Feature Selection QUBO (Quadratic Unconstrained Binary Optimization)

Note

Installation Required: This functionality requires MATLAB Support Package for Quantum Computing.

Feature Selection Overview

Feature selection is a dimensionality reduction technique used to select a subset of features (predictor variables) that provide the best predictive power in modeling a set of data for classification or regression.

Feature selection can be used to:

Prevent overfitting — Avoid modeling with an excessive number of features that are more susceptible to rote-learning-specific training examples.
Reduce model size — Increase computational performance with high-dimensional data or prepare a model for embedded deployment when memory might be limited.
Improve interpretability — Use fewer features, which might help identify those that affect model behavior.

Based on Mücke, Heese, Müller, Wolter, and Piatkowski [1], you can perform feature selection by using a QUBO model to select relevant predictors. Specifically, given a set of N scalar observations y(i), where the observations are associated with p variables (the predictors) x(i,j) for i = 1 through N and j = 1 through p. The problem is to find a subset of the p predictors such that the resulting model gives accurate predictions of the observations.

QUBO Data Model

As noted in [1], the suggested process for creating a QUBO data model is as follows:

Specify the input data as an N-by-p matrix X, where each row is one data point.
Specify the response data as an N-by-1 vector Y, where Y(i) is the response to the row X(i,:).
Calculate the matrix R(i,j) for i and j from 1 through p as the mutual information between columns i and j of X. R(i,j) represents the redundancy between pairs of features.

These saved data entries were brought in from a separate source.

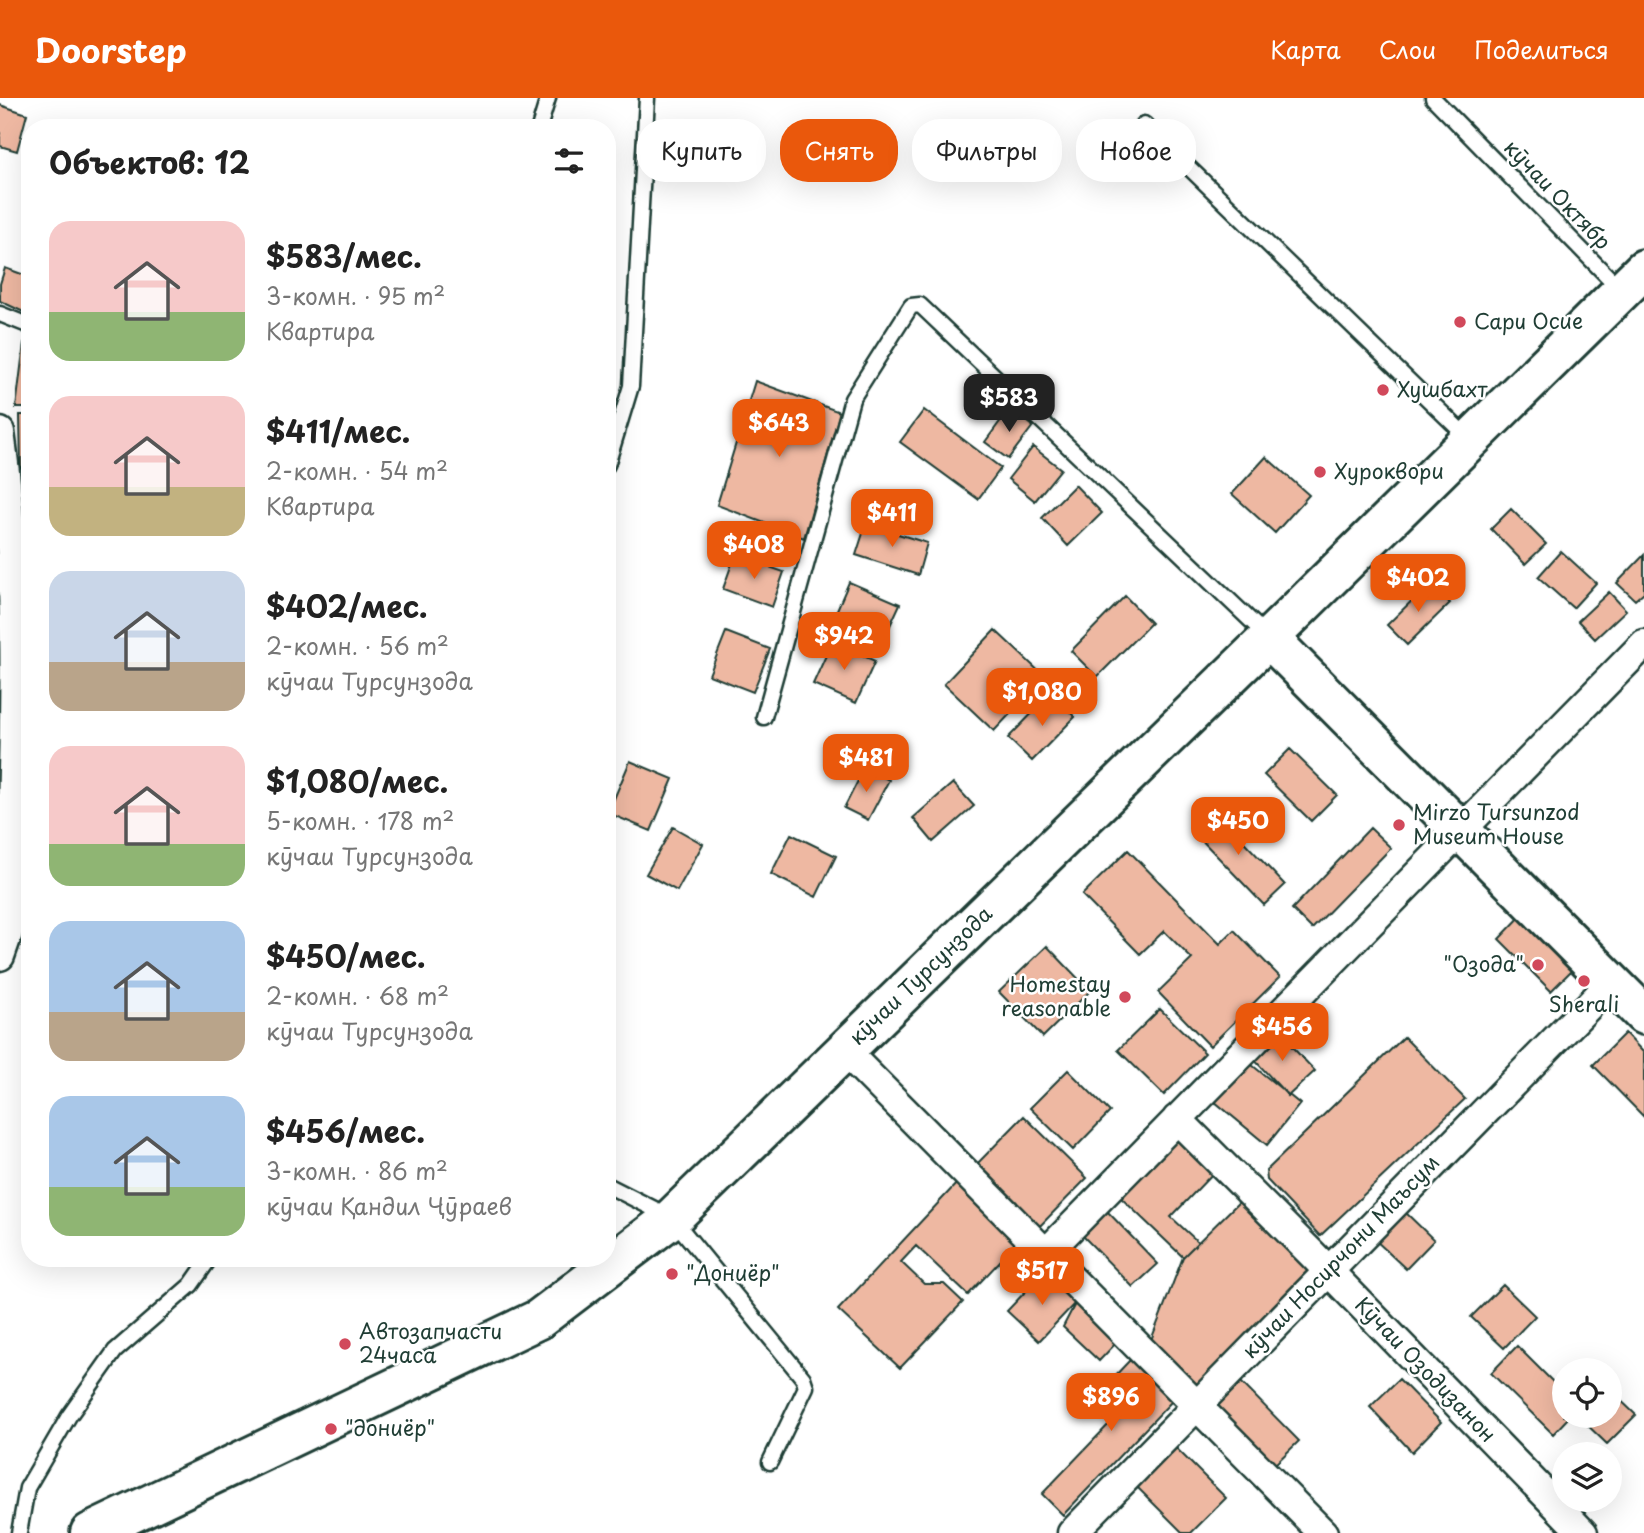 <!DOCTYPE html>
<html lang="ru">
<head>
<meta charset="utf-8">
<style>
	body { margin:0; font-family:"Playpen Sans",sans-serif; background:#f2f2f2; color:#222; height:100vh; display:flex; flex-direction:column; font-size:26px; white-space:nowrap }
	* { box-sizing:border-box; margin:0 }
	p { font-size:23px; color:#767676 }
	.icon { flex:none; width:38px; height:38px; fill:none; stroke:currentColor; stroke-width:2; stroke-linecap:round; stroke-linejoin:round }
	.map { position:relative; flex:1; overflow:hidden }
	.sheet { position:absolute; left:21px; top:21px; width:595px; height:1148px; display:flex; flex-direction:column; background:#fff; border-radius:28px; box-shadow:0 7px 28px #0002 }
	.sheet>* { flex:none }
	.top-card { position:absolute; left:637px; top:21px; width:665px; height:63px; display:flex; gap:14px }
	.buttons { position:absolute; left:1552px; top:1260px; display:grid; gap:14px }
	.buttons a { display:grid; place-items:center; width:70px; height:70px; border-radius:50%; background:#fff; box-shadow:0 7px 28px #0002; font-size:35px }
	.price { position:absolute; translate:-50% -60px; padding:0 16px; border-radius:14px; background:#ea580c; color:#fff; font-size:23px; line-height:46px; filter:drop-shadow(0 2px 4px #0008) }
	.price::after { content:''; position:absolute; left:50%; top:42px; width:21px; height:16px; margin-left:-10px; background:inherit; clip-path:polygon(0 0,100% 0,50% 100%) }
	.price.on { background:#222; color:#fff }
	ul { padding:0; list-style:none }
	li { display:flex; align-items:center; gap:21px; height:175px; padding:0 28px }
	li span { display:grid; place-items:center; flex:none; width:196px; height:140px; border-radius:21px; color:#555 }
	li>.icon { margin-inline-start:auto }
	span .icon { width:84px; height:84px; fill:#fffc; stroke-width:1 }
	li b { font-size:30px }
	h2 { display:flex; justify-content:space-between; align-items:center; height:84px; padding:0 28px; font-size:30px }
	.tag { padding:0 24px; border-radius:28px; background:#fff; box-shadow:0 7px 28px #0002; font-size:24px; line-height:63px }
	.tag.on { background:#ea580c; color:#fff }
	header { display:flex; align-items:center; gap:42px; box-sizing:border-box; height:98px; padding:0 35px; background:#ea580c; color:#fff }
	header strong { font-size:33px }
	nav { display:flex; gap:38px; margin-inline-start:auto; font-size:24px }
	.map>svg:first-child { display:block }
	.building { fill:#eeb8a2; stroke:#1f3d34; stroke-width:2 }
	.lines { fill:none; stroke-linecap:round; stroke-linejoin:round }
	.service-casing { stroke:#1f3d34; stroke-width:19 }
	.minor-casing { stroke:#1f3d34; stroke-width:33 }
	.secondary-casing { stroke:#1f3d34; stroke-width:44 }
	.service { stroke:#fff; stroke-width:14 }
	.minor { stroke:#fff; stroke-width:28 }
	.secondary { stroke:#fff; stroke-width:38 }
	.poi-dot { fill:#d1495b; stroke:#fff; stroke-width:2.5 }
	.labels { text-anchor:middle; stroke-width:5; stroke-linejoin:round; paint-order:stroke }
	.street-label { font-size:21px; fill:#1f3d34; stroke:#fff }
	.poi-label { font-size:21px; fill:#1f3d34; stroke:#fff; text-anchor:start }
</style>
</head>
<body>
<header>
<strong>Doorstep</strong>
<nav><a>Карта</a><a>Слои</a><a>Поделиться</a></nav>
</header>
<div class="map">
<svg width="1644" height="1435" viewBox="0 0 1644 1435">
	<rect width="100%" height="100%" fill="#fff"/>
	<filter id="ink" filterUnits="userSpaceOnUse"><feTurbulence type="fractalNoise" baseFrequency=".0143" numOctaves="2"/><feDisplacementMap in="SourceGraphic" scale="14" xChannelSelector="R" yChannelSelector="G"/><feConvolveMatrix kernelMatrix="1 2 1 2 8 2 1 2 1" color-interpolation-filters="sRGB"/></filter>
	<g filter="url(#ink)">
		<!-- building -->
		<path class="building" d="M0 7 27 16 17 53 0 48Z
			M5 170 30 179V217L0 203V186Z
			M24 245 30 247V310H16Z
			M755 283 840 314 804 440 717 407Z
			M1010 310 1033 328 1008 361 985 344Z
			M924 312 1001 370 978 401 900 344Z
			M20 317H30V369L21 370Z
			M1033 349 1061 371 1035 403 1008 381Z
			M1266 359 1309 397 1275 435 1232 396Z
			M1075 387 1102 415 1068 448 1042 420Z
			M1511 411 1546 446 1525 466 1491 431Z
			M866 426 927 445 918 477 856 457Z
			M26 430H30V473Z
			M1561 453 1596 485 1573 510 1538 479Z
			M735 457 784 474 772 509 723 491Z
			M1644 457V494L1635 502 1617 485Z
			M849 484 900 506 883 543 833 521Z
			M1430 485 1450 505 1407 547 1387 527Z
			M1609 494 1626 512 1595 541 1578 523Z
			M1125 498 1151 525 1097 579 1071 553Z
			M995 532 1045 579 994 633 944 586Z
			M726 534 770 551 753 594 709 577Z
			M832 544 875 563 856 605 813 586Z
			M1051 596 1075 619 1032 663 1008 640Z
			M1290 651 1337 697 1311 723 1264 677Z
			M630 663 673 681 651 733 608 715Z
			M865 669 889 682 868 722 844 710Z
			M953 685 974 708 933 744 913 720Z
			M1212 710 1285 787 1264 807 1191 731Z
			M673 729 703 746 677 793 646 776Z
			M1370 730 1391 750 1312 831 1292 811Z
			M791 736 836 758 816 799 771 776Z
			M1128 752 1220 846 1234 832 1280 879 1210 948 1158 894 1192 861 1164 833 1140 856 1082 797Z
			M1524 815 1577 867 1551 893 1499 841Z
			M1047 848 1090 893 1043 939 999 894Z
			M1160 911 1205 955 1164 997 1118 952Z
			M1276 932 1315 973 1288 998 1250 957Z
			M1625 935 1644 955V1019L1593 967Z
			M1404 939 1465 1001 1320 1138 1267 1082 1266 1073Z
			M1247 963 1300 1006 1267 1047 1214 1003Z
			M1068 972 1110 1014 1073 1052 1030 1010Z
			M1024 1018 1087 1080 1034 1134 971 1072Z
			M1179 1035 1217 1071 1171 1119 1198 1144 1183 1159 1119 1098Z
			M958 1084 1020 1142 968 1197 916 1148 901 1164 924 1186H944L963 1204 900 1270 838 1212Z
			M1244 1099 1314 1170 1195 1295 1148 1250 1183 1159Z
			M1402 1111 1434 1142 1406 1171 1373 1140Z
			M1106 1112 1158 1166 1133 1189 1081 1136Z
			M1044 1174 1076 1204 1039 1243 1007 1213Z
			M1503 1187 1535 1218 1504 1250 1471 1219Z
			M1076 1204 1117 1244 1099 1263 1063 1229Z
			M1517 1248 1564 1295V1318H1570L1553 1336 1491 1275Z
			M1130 1262 1172 1303 1063 1417 1042 1396 1112 1323 1091 1303Z
			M1237 1280 1299 1343 1271 1370 1209 1307Z
			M1399 1281 1441 1324 1412 1354 1370 1309Z
			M1610 1292 1636 1317 1607 1346 1581 1321 1584 1318H1610Z
			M1172 1346 1226 1400 1191 1435H1183L1133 1385Z"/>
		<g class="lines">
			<!-- service casing -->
			<g class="service-casing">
				<path id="service" d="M1433 0 1621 192
					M1144 26 1468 340
					M539 30 548 0
					M0 216 30 228
					M607 367 631 288 647 0
					M764 619 852 301 911 208 920 207 1268 539
					M607 1087 672 1120 803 1280 806 1289 770 1364
					M19 1435 27 1390 69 1318 115 1253 191 1187 210 1160"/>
			</g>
			<!-- minor casing -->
			<g class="minor-casing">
				<path id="minor" d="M0 334C23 499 13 669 8 835L0 858
					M844 952 1323 1435
					M1177 1021 1312 1156 1583 1435
					M1045 1156 1644 546
					M1072 1435 1612 884"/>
			</g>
			<!-- secondary casing -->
			<g class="secondary-casing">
				<path id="secondary" d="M1269 540 1644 917
					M90 1435 539 1221 672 1120 1269 540 1644 171"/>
			</g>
			<!-- service -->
			<use href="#service" class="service"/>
			<!-- minor -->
			<use href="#minor" class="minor"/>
			<!-- secondary -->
			<use href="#secondary" class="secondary"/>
		</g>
	</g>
	<!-- markers -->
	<g class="poi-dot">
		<circle cx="1460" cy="224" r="7"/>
		<circle cx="1383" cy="292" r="7"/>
		<circle cx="1320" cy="374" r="7"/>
		<circle cx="1399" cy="727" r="7"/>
		<circle cx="1538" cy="867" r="7"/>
		<circle cx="1584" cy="883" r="7"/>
		<circle cx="1125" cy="899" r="7"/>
		<circle cx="672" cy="1176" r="7"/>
		<circle cx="345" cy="1246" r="7"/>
		<circle cx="331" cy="1331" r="7"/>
	</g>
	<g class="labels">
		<!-- street labels -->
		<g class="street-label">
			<text transform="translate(1557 97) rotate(46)" y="7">кӯчаи Октябр</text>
			<text transform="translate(921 878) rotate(-44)" y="7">кӯчаи Турсунзода</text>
			<text transform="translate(1341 1159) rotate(-46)" y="7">кӯчаи Носирчони Маъсум</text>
			<text transform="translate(1425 1272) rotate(46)" y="7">Кӯчаи Озодизанон</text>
		</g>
		<!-- poi labels -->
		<g class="poi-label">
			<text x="1474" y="231">Сари Осие</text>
			<text x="1397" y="299">Хушбахт</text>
			<text x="1334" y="381">Хуроквори</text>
			<text x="1413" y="722">Mirzo Tursunzod<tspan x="1413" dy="24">Museum House</tspan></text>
			<text x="1524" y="874" text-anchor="end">"Озода"</text>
			<text x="1111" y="894" text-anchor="end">Homestay<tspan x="1111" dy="24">reasonable</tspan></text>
			<text x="1584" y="914" text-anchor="middle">Sherali</text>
			<text x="686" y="1183">"Дониёр"</text>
			<text x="359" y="1241">Автозапчасти<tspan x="359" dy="24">24часа</tspan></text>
			<text x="345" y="1338">"дониёр"</text>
		</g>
	</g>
</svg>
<div class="buttons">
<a><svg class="icon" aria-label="locate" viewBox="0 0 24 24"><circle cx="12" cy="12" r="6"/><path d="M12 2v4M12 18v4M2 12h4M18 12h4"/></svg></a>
<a><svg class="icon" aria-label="layers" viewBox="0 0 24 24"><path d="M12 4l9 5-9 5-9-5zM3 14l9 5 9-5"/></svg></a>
</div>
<b class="price on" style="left:1009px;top:336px">$583</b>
<b class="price" style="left:779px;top:361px">$643</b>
<b class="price" style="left:892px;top:451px">$411</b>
<b class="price" style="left:754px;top:483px">$408</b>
<b class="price" style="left:1418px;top:516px">$402</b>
<b class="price" style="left:844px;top:574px">$942</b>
<b class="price" style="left:1042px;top:630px">$1,080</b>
<b class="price" style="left:866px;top:696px">$481</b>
<b class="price" style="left:1238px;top:759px">$450</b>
<b class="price" style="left:1282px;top:965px">$456</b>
<b class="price" style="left:1042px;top:1209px">$517</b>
<b class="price" style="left:1111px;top:1335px">$896</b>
<div class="top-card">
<a class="tag">Купить</a>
<a class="tag on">Снять</a>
<a class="tag">Фильтры</a>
<a class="tag">Новое</a>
</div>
<section class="sheet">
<h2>Объектов: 12<svg class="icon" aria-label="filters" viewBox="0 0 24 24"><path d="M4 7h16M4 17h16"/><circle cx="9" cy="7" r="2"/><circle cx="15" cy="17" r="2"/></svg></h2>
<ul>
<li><span style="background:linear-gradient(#f6c9c9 65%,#8fb573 0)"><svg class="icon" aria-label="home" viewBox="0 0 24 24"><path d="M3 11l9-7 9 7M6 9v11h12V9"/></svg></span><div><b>$583/мес.</b><p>3-комн. · 95 m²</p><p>Квартира</p></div></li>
<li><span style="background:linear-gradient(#f6c9c9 65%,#c2b280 0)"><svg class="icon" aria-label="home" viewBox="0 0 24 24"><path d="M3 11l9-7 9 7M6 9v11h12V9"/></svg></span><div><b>$411/мес.</b><p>2-комн. · 54 m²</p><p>Квартира</p></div></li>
<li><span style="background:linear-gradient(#c9d6e8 65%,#b9a48a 0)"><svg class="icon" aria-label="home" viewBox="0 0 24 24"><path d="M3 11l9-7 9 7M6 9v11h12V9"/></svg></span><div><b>$402/мес.</b><p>2-комн. · 56 m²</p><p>кӯчаи Турсунзода</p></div></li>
<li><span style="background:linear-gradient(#f6c9c9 70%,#8fb573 0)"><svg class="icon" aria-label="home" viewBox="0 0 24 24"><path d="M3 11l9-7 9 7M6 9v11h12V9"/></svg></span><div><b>$1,080/мес.</b><p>5-комн. · 178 m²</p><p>кӯчаи Турсунзода</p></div></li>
<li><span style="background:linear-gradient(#a9c7e8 65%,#b9a48a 0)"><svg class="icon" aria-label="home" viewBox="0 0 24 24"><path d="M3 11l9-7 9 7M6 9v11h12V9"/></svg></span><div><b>$450/мес.</b><p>2-комн. · 68 m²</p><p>кӯчаи Турсунзода</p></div></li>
<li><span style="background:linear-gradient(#a9c7e8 65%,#8fb573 0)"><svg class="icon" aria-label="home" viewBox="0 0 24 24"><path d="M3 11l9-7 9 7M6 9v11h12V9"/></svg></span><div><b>$456/мес.</b><p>3-комн. · 86 m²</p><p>кӯчаи Қандил Ҷӯраев</p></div></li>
</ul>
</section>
</div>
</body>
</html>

The mutual information is a nonnegative quantity that can be estimated by binning the data and counting entries in each bin to estimate the associated probabilities. For more information, see https://en.wikipedia.org/wiki/Mutual_information.
Similarly, calculate the vector J(i) for i from 1 through p as the mutual information between column i of X and the response variable Y. The quantity J(i) is nonnegative and represents the strength of the coupling between column i and the response Y.
For each value a from 0 through 1, define the QUBO as
Q_a = (1 – a)R – diag(aJ).

Because each R and J entry is nonnegative, the minimum of the QUBO problem is at the point [1,1,…,1] for a = 1 and the point [0,0,…,0] for a = 0. In [1], Mücke proves that in nontrivial problems, for each k from 0 through p, there is a value a such that the number of nonzero entries in the solution to Q_a is equal to k. In other words, for each number of predictors k, there is a QUBO problem Q_a whose solution has exactly k nonzero entries. These entries represent the data columns in X that best match the Y data while not matching the other data columns.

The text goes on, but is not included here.